TASK DIRECTIONS: Without leaving anything out, print every line of the data.

START TASK INPUTS

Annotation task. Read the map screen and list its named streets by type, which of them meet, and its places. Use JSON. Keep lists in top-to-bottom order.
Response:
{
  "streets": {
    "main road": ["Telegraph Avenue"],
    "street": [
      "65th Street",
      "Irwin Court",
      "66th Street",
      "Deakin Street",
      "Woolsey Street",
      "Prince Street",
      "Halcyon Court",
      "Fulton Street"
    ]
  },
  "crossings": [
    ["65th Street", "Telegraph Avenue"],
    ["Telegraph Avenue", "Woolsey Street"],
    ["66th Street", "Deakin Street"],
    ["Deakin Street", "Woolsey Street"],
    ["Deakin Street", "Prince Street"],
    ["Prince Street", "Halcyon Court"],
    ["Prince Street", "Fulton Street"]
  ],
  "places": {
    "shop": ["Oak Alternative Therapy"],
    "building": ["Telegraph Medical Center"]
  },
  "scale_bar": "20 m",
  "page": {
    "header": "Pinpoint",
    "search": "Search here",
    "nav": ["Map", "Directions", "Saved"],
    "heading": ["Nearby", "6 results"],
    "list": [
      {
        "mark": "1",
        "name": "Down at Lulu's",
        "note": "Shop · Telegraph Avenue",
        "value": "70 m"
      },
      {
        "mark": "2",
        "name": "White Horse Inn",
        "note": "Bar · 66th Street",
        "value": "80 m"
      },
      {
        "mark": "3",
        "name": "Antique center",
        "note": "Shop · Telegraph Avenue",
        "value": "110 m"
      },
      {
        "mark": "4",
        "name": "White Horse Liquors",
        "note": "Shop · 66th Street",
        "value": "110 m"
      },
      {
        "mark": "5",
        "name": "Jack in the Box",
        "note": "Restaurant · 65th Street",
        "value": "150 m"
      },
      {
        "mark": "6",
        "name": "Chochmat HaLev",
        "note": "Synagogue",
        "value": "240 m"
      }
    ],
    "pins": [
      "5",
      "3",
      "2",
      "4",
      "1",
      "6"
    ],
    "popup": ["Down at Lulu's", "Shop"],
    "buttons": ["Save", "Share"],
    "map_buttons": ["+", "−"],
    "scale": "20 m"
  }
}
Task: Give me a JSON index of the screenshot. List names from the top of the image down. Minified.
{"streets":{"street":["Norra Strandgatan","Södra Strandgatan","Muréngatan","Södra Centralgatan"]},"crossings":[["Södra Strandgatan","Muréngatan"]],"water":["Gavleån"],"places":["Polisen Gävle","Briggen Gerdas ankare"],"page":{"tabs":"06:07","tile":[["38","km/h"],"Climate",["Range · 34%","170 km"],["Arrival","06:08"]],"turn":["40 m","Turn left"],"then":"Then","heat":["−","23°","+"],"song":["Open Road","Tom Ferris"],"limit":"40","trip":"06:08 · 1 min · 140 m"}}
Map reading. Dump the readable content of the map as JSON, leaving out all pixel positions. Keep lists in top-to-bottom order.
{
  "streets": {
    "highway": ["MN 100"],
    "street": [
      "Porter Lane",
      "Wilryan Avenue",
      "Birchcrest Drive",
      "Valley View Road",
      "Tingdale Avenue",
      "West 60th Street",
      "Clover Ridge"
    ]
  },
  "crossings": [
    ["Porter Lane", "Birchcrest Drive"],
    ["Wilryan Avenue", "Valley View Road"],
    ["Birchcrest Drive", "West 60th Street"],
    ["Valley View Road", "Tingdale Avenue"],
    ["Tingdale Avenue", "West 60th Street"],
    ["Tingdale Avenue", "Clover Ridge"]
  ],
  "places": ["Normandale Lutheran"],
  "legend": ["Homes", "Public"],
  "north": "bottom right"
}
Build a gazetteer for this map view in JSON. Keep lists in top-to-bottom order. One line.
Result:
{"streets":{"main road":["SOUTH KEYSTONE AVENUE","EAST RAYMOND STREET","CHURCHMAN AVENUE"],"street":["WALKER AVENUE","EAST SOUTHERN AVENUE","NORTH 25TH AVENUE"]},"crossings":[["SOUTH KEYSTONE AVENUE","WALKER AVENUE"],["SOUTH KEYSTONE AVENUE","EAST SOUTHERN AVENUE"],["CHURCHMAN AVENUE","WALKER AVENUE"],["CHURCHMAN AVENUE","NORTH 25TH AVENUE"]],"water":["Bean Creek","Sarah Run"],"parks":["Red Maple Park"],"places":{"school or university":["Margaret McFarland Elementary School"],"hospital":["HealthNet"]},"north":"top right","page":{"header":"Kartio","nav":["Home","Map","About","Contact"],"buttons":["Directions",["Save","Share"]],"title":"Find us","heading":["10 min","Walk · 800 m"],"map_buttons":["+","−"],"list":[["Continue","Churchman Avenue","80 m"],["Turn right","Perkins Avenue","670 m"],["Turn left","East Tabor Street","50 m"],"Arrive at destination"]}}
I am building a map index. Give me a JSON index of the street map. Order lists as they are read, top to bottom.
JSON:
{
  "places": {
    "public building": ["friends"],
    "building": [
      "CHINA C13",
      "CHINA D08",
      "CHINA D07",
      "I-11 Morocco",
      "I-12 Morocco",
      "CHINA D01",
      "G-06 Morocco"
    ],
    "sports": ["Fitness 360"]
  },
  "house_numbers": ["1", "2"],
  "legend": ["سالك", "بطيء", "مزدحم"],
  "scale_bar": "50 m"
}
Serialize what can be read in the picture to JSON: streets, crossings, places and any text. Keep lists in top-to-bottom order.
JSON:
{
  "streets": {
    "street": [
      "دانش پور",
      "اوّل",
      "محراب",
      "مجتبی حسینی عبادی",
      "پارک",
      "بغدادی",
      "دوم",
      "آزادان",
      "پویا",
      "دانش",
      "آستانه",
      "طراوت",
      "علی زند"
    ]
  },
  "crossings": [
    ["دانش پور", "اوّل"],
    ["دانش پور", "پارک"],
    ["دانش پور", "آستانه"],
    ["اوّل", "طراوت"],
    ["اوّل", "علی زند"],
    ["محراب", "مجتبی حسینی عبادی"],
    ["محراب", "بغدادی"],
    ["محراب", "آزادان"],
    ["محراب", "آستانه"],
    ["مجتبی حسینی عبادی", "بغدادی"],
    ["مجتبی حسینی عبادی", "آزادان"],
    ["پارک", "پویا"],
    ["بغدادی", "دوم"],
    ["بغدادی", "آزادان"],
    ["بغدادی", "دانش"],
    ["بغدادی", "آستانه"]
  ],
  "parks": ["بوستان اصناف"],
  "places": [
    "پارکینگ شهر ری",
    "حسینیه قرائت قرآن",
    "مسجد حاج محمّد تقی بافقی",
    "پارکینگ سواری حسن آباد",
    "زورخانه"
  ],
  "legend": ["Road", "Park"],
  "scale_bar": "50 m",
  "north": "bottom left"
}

END TASK INPUTS

ANSWER:
Annotation task. Read the map screen and list its named streets by type, which of them meet, and its places. Use JSON. Keep lists in top-to-bottom order.
Response:
{
  "streets": {
    "main road": ["Telegraph Avenue"],
    "street": [
      "65th Street",
      "Irwin Court",
      "66th Street",
      "Deakin Street",
      "Woolsey Street",
      "Prince Street",
      "Halcyon Court",
      "Fulton Street"
    ]
  },
  "crossings": [
    ["65th Street", "Telegraph Avenue"],
    ["Telegraph Avenue", "Woolsey Street"],
    ["66th Street", "Deakin Street"],
    ["Deakin Street", "Woolsey Street"],
    ["Deakin Street", "Prince Street"],
    ["Prince Street", "Halcyon Court"],
    ["Prince Street", "Fulton Street"]
  ],
  "places": {
    "shop": ["Oak Alternative Therapy"],
    "building": ["Telegraph Medical Center"]
  },
  "scale_bar": "20 m",
  "page": {
    "header": "Pinpoint",
    "search": "Search here",
    "nav": ["Map", "Directions", "Saved"],
    "heading": ["Nearby", "6 results"],
    "list": [
      {
        "mark": "1",
        "name": "Down at Lulu's",
        "note": "Shop · Telegraph Avenue",
        "value": "70 m"
      },
      {
        "mark": "2",
        "name": "White Horse Inn",
        "note": "Bar · 66th Street",
        "value": "80 m"
      },
      {
        "mark": "3",
        "name": "Antique center",
        "note": "Shop · Telegraph Avenue",
        "value": "110 m"
      },
      {
        "mark": "4",
        "name": "White Horse Liquors",
        "note": "Shop · 66th Street",
        "value": "110 m"
      },
      {
        "mark": "5",
        "name": "Jack in the Box",
        "note": "Restaurant · 65th Street",
        "value": "150 m"
      },
      {
        "mark": "6",
        "name": "Chochmat HaLev",
        "note": "Synagogue",
        "value": "240 m"
      }
    ],
    "pins": [
      "5",
      "3",
      "2",
      "4",
      "1",
      "6"
    ],
    "popup": ["Down at Lulu's", "Shop"],
    "buttons": ["Save", "Share"],
    "map_buttons": ["+", "−"],
    "scale": "20 m"
  }
}
Task: Give me a JSON index of the screenshot. List names from the top of the image down. Minified.
{"streets":{"street":["Norra Strandgatan","Södra Strandgatan","Muréngatan","Södra Centralgatan"]},"crossings":[["Södra Strandgatan","Muréngatan"]],"water":["Gavleån"],"places":["Polisen Gävle","Briggen Gerdas ankare"],"page":{"tabs":"06:07","tile":[["38","km/h"],"Climate",["Range · 34%","170 km"],["Arrival","06:08"]],"turn":["40 m","Turn left"],"then":"Then","heat":["−","23°","+"],"song":["Open Road","Tom Ferris"],"limit":"40","trip":"06:08 · 1 min · 140 m"}}
Map reading. Dump the readable content of the map as JSON, leaving out all pixel positions. Keep lists in top-to-bottom order.
{
  "streets": {
    "highway": ["MN 100"],
    "street": [
      "Porter Lane",
      "Wilryan Avenue",
      "Birchcrest Drive",
      "Valley View Road",
      "Tingdale Avenue",
      "West 60th Street",
      "Clover Ridge"
    ]
  },
  "crossings": [
    ["Porter Lane", "Birchcrest Drive"],
    ["Wilryan Avenue", "Valley View Road"],
    ["Birchcrest Drive", "West 60th Street"],
    ["Valley View Road", "Tingdale Avenue"],
    ["Tingdale Avenue", "West 60th Street"],
    ["Tingdale Avenue", "Clover Ridge"]
  ],
  "places": ["Normandale Lutheran"],
  "legend": ["Homes", "Public"],
  "north": "bottom right"
}
Build a gazetteer for this map view in JSON. Keep lists in top-to-bottom order. One line.
Result:
{"streets":{"main road":["SOUTH KEYSTONE AVENUE","EAST RAYMOND STREET","CHURCHMAN AVENUE"],"street":["WALKER AVENUE","EAST SOUTHERN AVENUE","NORTH 25TH AVENUE"]},"crossings":[["SOUTH KEYSTONE AVENUE","WALKER AVENUE"],["SOUTH KEYSTONE AVENUE","EAST SOUTHERN AVENUE"],["CHURCHMAN AVENUE","WALKER AVENUE"],["CHURCHMAN AVENUE","NORTH 25TH AVENUE"]],"water":["Bean Creek","Sarah Run"],"parks":["Red Maple Park"],"places":{"school or university":["Margaret McFarland Elementary School"],"hospital":["HealthNet"]},"north":"top right","page":{"header":"Kartio","nav":["Home","Map","About","Contact"],"buttons":["Directions",["Save","Share"]],"title":"Find us","heading":["10 min","Walk · 800 m"],"map_buttons":["+","−"],"list":[["Continue","Churchman Avenue","80 m"],["Turn right","Perkins Avenue","670 m"],["Turn left","East Tabor Street","50 m"],"Arrive at destination"]}}
I am building a map index. Give me a JSON index of the street map. Order lists as they are read, top to bottom.
JSON:
{
  "places": {
    "public building": ["friends"],
    "building": [
      "CHINA C13",
      "CHINA D08",
      "CHINA D07",
      "I-11 Morocco",
      "I-12 Morocco",
      "CHINA D01",
      "G-06 Morocco"
    ],
    "sports": ["Fitness 360"]
  },
  "house_numbers": ["1", "2"],
  "legend": ["سالك", "بطيء", "مزدحم"],
  "scale_bar": "50 m"
}
Serialize what can be read in the picture to JSON: streets, crossings, places and any text. Keep lists in top-to-bottom order.
JSON:
{
  "streets": {
    "street": [
      "دانش پور",
      "اوّل",
      "محراب",
      "مجتبی حسینی عبادی",
      "پارک",
      "بغدادی",
      "دوم",
      "آزادان",
      "پویا",
      "دانش",
      "آستانه",
      "طراوت",
      "علی زند"
    ]
  },
  "crossings": [
    ["دانش پور", "اوّل"],
    ["دانش پور", "پارک"],
    ["دانش پور", "آستانه"],
    ["اوّل", "طراوت"],
    ["اوّل", "علی زند"],
    ["محراب", "مجتبی حسینی عبادی"],
    ["محراب", "بغدادی"],
    ["محراب", "آزادان"],
    ["محراب", "آستانه"],
    ["مجتبی حسینی عبادی", "بغدادی"],
    ["مجتبی حسینی عبادی", "آزادان"],
    ["پارک", "پویا"],
    ["بغدادی", "دوم"],
    ["بغدادی", "آزادان"],
    ["بغدادی", "دانش"],
    ["بغدادی", "آستانه"]
  ],
  "parks": ["بوستان اصناف"],
  "places": [
    "پارکینگ شهر ری",
    "حسینیه قرائت قرآن",
    "مسجد حاج محمّد تقی بافقی",
    "پارکینگ سواری حسن آباد",
    "زورخانه"
  ],
  "legend": ["Road", "Park"],
  "scale_bar": "50 m",
  "north": "bottom left"
}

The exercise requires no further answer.